▶ [Task objective]: Output the lines from the top of the entries below to the line with "0 #c9c8c7) drop-shadow(-2px", both included, exactly and without pictures.
Record set below:
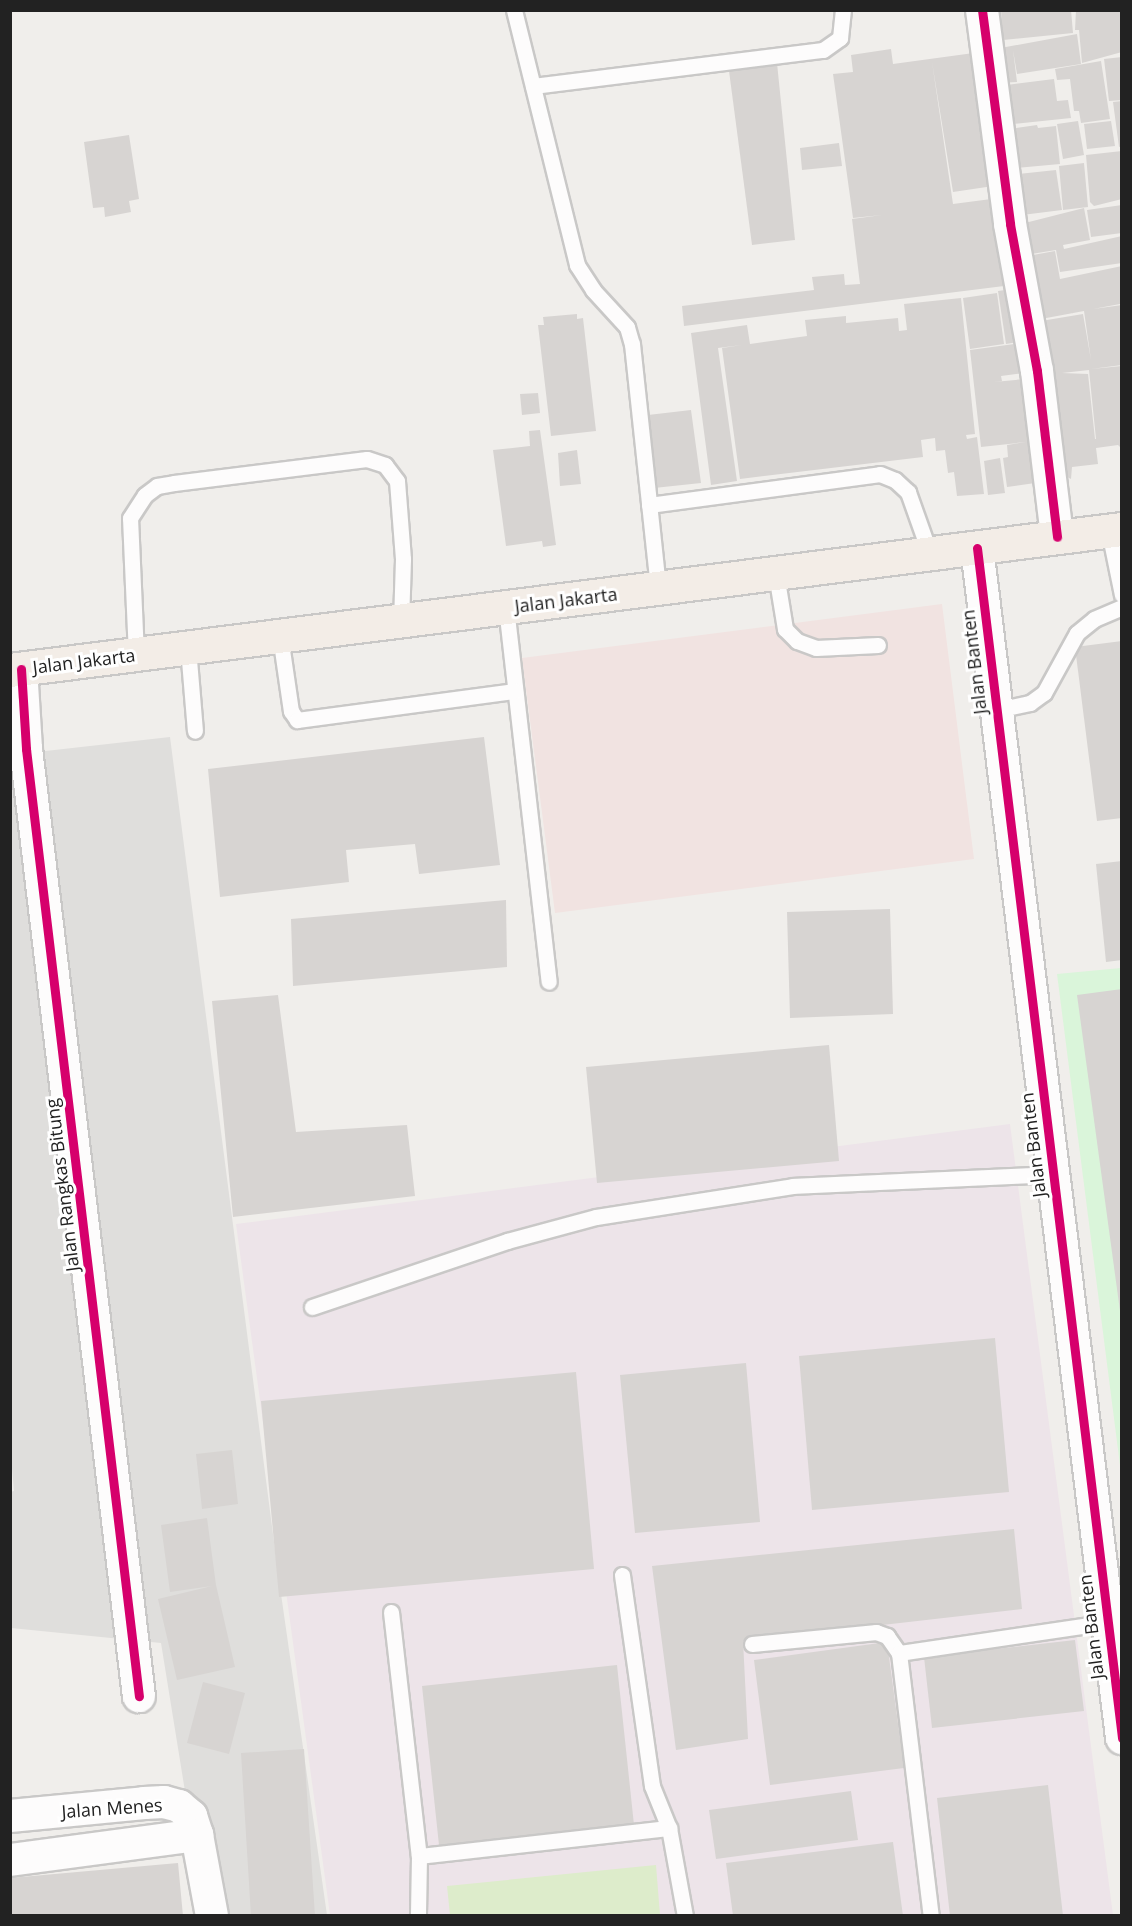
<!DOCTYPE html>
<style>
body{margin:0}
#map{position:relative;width:1132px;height:1926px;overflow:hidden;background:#f0eeeb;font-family:"Open Sans",sans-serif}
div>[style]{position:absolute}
.residential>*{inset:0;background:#dfdedc}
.commercial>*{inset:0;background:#f1e3e1}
.industrial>*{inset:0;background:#ede4e9}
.grass>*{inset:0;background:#ddeccb}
.park>*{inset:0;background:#daf5da}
.building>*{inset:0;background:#d7d4d2}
.roads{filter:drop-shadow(2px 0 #c9c8c7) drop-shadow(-2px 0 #c9c8c7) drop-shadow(0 2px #c9c8c7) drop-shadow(0 -2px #c9c8c7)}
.lane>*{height:15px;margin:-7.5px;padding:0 7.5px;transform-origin:7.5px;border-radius:7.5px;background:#fdfcfc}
.street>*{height:32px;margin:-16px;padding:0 16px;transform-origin:16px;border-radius:16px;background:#fdfcfc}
.primary>*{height:33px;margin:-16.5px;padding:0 16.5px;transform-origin:16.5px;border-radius:16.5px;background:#f3ede7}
.cycleway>*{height:9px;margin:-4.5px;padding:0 4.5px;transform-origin:4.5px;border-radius:4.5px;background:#d6006c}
span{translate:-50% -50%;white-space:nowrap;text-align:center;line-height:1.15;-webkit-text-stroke:6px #fff;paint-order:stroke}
.street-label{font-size:18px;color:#222}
.frame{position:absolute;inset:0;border:12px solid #222;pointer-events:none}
</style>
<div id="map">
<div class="residential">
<i style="clip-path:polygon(170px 737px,278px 1573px,327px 1915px,205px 1915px,161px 1643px,11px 1628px,10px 1492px,14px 1491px,10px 1446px,10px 755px)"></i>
</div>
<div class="commercial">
<i style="clip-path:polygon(942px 604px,974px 859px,555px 913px,522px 658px)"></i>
</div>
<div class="industrial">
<i style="clip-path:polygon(1010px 1124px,1113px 1915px,330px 1915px,236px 1224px)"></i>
</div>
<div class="grass">
<i style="clip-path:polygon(656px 1865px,660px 1915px,450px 1915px,447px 1886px)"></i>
</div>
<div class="park">
<i style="clip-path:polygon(1121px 968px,1121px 1473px,1057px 974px)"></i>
</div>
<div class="building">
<i style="clip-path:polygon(1001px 10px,1071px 10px,1073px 33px,1003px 40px)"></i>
<i style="clip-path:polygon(1076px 10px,1122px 10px,1122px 52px,1082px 63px,1079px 30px,1075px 30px)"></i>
<i style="clip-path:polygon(1077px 34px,1081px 64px,1017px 74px,1013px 50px,1017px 82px,997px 83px,995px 49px)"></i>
<i style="clip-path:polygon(891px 49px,893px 64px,981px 52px,1000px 185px,953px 192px,932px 62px,953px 204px,999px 198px,1012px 285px,684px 326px,682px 306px,814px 290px,812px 277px,844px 274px,845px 285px,860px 284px,852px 219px,882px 215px,853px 218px,833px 74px,853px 72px,851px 55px)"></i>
<i style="clip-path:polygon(1122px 57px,1122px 100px,1109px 101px,1104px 59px)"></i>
<i style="clip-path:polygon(1101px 61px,1110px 119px,1081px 123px,1079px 111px,1074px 111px,1070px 79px,1057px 80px,1055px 69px)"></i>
<i style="clip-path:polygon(777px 63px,795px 240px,752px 245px,729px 71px)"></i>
<i style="clip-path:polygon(1054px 79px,1057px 101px,1068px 100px,1071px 118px,1003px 125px,999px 86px)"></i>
<i style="clip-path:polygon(1122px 101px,1122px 146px,1119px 147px,1113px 102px)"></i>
<i style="clip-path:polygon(1078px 121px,1084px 155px,1063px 159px,1057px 124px)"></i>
<i style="clip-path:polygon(1111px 121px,1115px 146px,1087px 149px,1084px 124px)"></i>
<i style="clip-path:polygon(1037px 125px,1038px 128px,1056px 126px,1060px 164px,1006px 169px,1002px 130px)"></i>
<i style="clip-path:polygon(129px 135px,139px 199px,129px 201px,131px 212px,105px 217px,104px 207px,93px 208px,84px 142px)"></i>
<i style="clip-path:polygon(839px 143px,842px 166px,802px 170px,800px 148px)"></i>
<i style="clip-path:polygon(1122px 151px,1122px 199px,1094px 206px,1090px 202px,1086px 155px)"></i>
<i style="clip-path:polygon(1084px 163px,1088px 207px,1063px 210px,1059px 166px)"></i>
<i style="clip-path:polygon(1056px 170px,1062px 210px,1013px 216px,1008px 175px)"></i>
<i style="clip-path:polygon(1122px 205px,1122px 233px,1091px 237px,1087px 210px)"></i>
<i style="clip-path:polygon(1084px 208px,1090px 240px,1063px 245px,1064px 249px,1122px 236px,1122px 263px,1060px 272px,1056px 250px,1019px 256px,1021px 224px)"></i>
<i style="clip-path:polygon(evenodd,1055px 251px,1060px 279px,1122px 266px,1120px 304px,1093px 309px,1122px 305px,1122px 365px,1091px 369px,1122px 366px,1122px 449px,1118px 445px,1096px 448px,1098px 464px,1072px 467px,1071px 479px,1055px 471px,1035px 322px,1083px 314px,1091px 360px,1084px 311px,1041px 319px,1022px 257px,1055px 251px,1089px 370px,1096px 439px,1095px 439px,1088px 374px,1062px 373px,1089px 370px)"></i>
<i style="clip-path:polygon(1019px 288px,1025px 341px,1006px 344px,998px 291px)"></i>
<i style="clip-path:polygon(997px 293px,1004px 344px,970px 349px,963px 298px)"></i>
<i style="clip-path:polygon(961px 298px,975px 434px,966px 435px,967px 439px,977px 437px,984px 494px,957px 496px,954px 472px,948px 473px,945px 450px,936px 451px,935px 438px,921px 440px,923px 457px,740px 479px,722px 348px,742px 345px,718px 348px,737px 481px,711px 485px,691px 333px,747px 325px,750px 344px,807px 336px,805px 320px,846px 316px,846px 323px,898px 318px,899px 331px,907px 330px,904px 304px)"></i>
<i style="clip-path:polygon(577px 314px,577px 319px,583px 318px,596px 431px,551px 436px,538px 325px,544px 325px,543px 317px)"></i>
<i style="clip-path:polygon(1028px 342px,1032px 372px,1001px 376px,1002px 381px,994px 382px,1025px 379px,1042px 482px,1007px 487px,1003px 458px,1008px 457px,1007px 445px,1026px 442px,981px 447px,970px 350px)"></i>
<i style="clip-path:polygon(538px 393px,540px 413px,522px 415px,520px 394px)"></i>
<i style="clip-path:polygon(691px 410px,701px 483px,654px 488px,647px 446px,652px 446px,648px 415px)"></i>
<i style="clip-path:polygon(540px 430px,556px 545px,543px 547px,542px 541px,506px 546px,493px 450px,530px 446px,529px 431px)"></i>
<i style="clip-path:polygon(577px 450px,581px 484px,560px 486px,558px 453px)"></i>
<i style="clip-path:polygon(1000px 458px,1005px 493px,988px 495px,984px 461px)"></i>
<i style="clip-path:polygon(1122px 641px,1122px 818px,1097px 821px,1075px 647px)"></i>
<i style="clip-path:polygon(484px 737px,500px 865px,419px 874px,415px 844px,346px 850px,349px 882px,220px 897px,208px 769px)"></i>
<i style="clip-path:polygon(1122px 861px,1122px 960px,1106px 962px,1096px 864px)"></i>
<i style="clip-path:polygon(506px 900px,507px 967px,293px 986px,291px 919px)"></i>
<i style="clip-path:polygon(890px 909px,893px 1014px,790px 1018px,787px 912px)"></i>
<i style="clip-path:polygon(1122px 989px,1122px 1310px,1120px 1311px,1077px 995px)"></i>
<i style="clip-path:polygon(278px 995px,296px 1132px,407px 1125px,415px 1196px,233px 1217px,212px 1001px)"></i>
<i style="clip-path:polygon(829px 1045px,839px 1161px,597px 1183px,586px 1067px)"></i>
<i style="clip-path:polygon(995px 1338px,1009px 1492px,812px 1510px,799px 1356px)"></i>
<i style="clip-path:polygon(746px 1363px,760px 1522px,635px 1533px,620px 1375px)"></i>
<i style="clip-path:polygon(576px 1372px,594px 1569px,279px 1597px,261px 1401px)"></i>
<i style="clip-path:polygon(232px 1450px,238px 1504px,202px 1509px,196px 1454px)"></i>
<i style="clip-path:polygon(207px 1518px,216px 1585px,235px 1667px,177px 1680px,158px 1599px,212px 1586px,170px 1592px,161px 1525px)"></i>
<i style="clip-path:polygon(1014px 1529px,1022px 1609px,743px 1641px,748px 1739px,676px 1750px,652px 1566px)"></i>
<i style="clip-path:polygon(1075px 1640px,1084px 1711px,932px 1728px,924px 1657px)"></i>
<i style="clip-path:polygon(887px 1642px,904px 1768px,770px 1785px,754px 1660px)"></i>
<i style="clip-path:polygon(617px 1665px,634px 1825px,439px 1845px,422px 1686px)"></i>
<i style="clip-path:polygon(203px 1682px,245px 1693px,229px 1754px,187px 1743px)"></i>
<i style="clip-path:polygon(304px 1749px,315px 1916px,251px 1916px,241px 1753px)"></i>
<i style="clip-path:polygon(1048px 1785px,1063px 1916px,950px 1916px,937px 1798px)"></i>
<i style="clip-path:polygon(851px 1791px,858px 1840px,716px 1859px,709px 1810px)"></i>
<i style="clip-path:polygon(893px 1842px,903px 1916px,733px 1916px,726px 1863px)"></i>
<i style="clip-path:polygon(178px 1863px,183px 1916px,10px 1916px,10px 1878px)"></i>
</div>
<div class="roads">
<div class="lane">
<i style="left:514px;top:10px;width:263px;rotate:76.1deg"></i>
<i style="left:577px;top:265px;width:30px;rotate:57deg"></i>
<i style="left:593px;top:290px;width:50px;rotate:47.4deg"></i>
<i style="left:627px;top:327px;width:18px;rotate:74deg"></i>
<i style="left:632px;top:344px;width:245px;rotate:83.9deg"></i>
<i style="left:533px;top:86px;width:292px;rotate:-7.1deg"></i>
<i style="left:823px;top:50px;width:21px;rotate:-35deg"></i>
<i style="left:840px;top:38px;width:28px;rotate:-84deg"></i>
<i style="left:649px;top:505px;width:233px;rotate:-7.6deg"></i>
<i style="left:880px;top:474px;width:16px;rotate:22deg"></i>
<i style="left:895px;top:480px;width:18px;rotate:43deg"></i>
<i style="left:908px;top:492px;width:66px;rotate:70.5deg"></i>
<i style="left:1109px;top:531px;width:65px;rotate:78.5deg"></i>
<i style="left:776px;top:574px;width:56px;rotate:80.7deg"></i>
<i style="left:785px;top:629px;width:17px;rotate:45deg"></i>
<i style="left:797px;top:641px;width:20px;rotate:20deg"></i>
<i style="left:816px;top:648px;width:62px;rotate:-2.8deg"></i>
<i style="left:506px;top:607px;width:377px;rotate:83.5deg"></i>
<i style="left:280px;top:636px;width:76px;rotate:81.7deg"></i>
<i style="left:291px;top:711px;width:11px;rotate:56deg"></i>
<i style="left:297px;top:720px;width:220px;rotate:-7.6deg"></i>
<i style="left:188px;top:648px;width:83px;rotate:85.2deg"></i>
<i style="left:136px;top:655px;width:137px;rotate:-92.5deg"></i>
<i style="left:130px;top:518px;width:27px;rotate:-57deg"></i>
<i style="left:145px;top:495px;width:15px;rotate:-37deg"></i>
<i style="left:157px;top:486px;width:17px;rotate:-10deg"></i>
<i style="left:174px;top:483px;width:194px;rotate:-7.1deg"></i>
<i style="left:367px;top:459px;width:19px;rotate:18deg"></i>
<i style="left:385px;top:465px;width:20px;rotate:53deg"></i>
<i style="left:397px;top:481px;width:78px;rotate:85.6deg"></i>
<i style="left:403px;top:559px;width:62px;rotate:91.8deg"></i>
<i style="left:997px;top:710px;width:34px;rotate:-12deg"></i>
<i style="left:1030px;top:703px;width:17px;rotate:-36deg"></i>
<i style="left:1044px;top:693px;width:68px;rotate:-61.2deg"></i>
<i style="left:1077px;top:633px;width:22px;rotate:-39deg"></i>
<i style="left:1094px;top:619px;width:30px;rotate:-23deg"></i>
<i style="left:312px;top:1307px;width:206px;rotate:-18.7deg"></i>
<i style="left:507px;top:1241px;width:92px;rotate:-15.1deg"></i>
<i style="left:596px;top:1217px;width:199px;rotate:-8.9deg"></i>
<i style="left:793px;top:1186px;width:260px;rotate:-2.6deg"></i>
<i style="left:622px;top:1575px;width:213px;rotate:81.9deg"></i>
<i style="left:652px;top:1786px;width:45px;rotate:68deg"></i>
<i style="left:669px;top:1828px;width:89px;rotate:79.7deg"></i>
<i style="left:391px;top:1612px;width:246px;rotate:83.5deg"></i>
<i style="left:419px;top:1856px;width:60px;rotate:91deg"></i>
<i style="left:752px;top:1644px;width:125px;rotate:-5.5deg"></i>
<i style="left:876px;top:1632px;width:12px;rotate:20deg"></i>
<i style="left:887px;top:1636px;width:21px;rotate:55deg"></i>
<i style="left:899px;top:1653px;width:265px;rotate:83.1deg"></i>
<i style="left:899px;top:1653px;width:211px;rotate:-8.4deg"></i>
<i style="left:419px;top:1856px;width:252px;rotate:-6.4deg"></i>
</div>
<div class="street">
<i style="left:982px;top:10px;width:216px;rotate:82.5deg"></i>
<i style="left:1010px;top:224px;width:149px;rotate:79.6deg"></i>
<i style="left:1037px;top:371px;width:167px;rotate:83.1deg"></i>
<i style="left:977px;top:548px;width:1199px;rotate:83.05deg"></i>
<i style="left:21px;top:669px;width:80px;rotate:86.4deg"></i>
<i style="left:26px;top:749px;width:954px;rotate:83.2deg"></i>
<i style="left:10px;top:1816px;width:135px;rotate:-5.5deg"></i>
<i style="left:144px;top:1803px;width:20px;rotate:-3deg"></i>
<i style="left:164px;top:1802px;width:16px;rotate:15deg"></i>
<i style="left:179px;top:1806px;width:16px;rotate:40deg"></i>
<i style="left:191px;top:1816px;width:20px;rotate:72deg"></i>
<i style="left:197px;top:1835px;width:82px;rotate:79.5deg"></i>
<i style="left:10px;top:1860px;width:189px;rotate:-7.6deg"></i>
</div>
<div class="primary">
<i style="left:10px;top:670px;width:1121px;rotate:-7.23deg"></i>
</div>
</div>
<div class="cycleway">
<i style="left:982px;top:10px;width:216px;rotate:82.5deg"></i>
<i style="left:1010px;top:224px;width:149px;rotate:79.6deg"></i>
<i style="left:1037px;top:371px;width:167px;rotate:83.1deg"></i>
<i style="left:977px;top:548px;width:1199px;rotate:83.05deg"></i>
<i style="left:21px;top:669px;width:80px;rotate:86.4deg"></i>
<i style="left:26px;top:749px;width:954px;rotate:83.2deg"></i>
</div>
<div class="street-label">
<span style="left:566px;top:600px;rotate:-7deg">Jalan Jakarta</span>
<span style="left:84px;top:661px;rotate:-7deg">Jalan Jakarta</span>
<span style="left:974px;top:662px;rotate:-97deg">Jalan Banten</span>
<span style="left:1033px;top:1145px;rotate:-97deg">Jalan Banten</span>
<span style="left:62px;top:1185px;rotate:-97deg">Jalan Rangkas Bitung</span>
<span style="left:1091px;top:1627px;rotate:-97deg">Jalan Banten</span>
<span style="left:112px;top:1808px;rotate:-4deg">Jalan Menes</span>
</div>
<div class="frame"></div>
</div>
End of Record set.
▶ [Final answer]:
<!DOCTYPE html>
<style>
body{margin:0}
#map{position:relative;width:1132px;height:1926px;overflow:hidden;background:#f0eeeb;font-family:"Open Sans",sans-serif}
div>[style]{position:absolute}
.residential>*{inset:0;background:#dfdedc}
.commercial>*{inset:0;background:#f1e3e1}
.industrial>*{inset:0;background:#ede4e9}
.grass>*{inset:0;background:#ddeccb}
.park>*{inset:0;background:#daf5da}
.building>*{inset:0;background:#d7d4d2}
.roads{filter:drop-shadow(2px 0 #c9c8c7) drop-shadow(-2px 0 #c9c8c7) drop-shadow(0 2px #c9c8c7) drop-shadow(0 -2px #c9c8c7)}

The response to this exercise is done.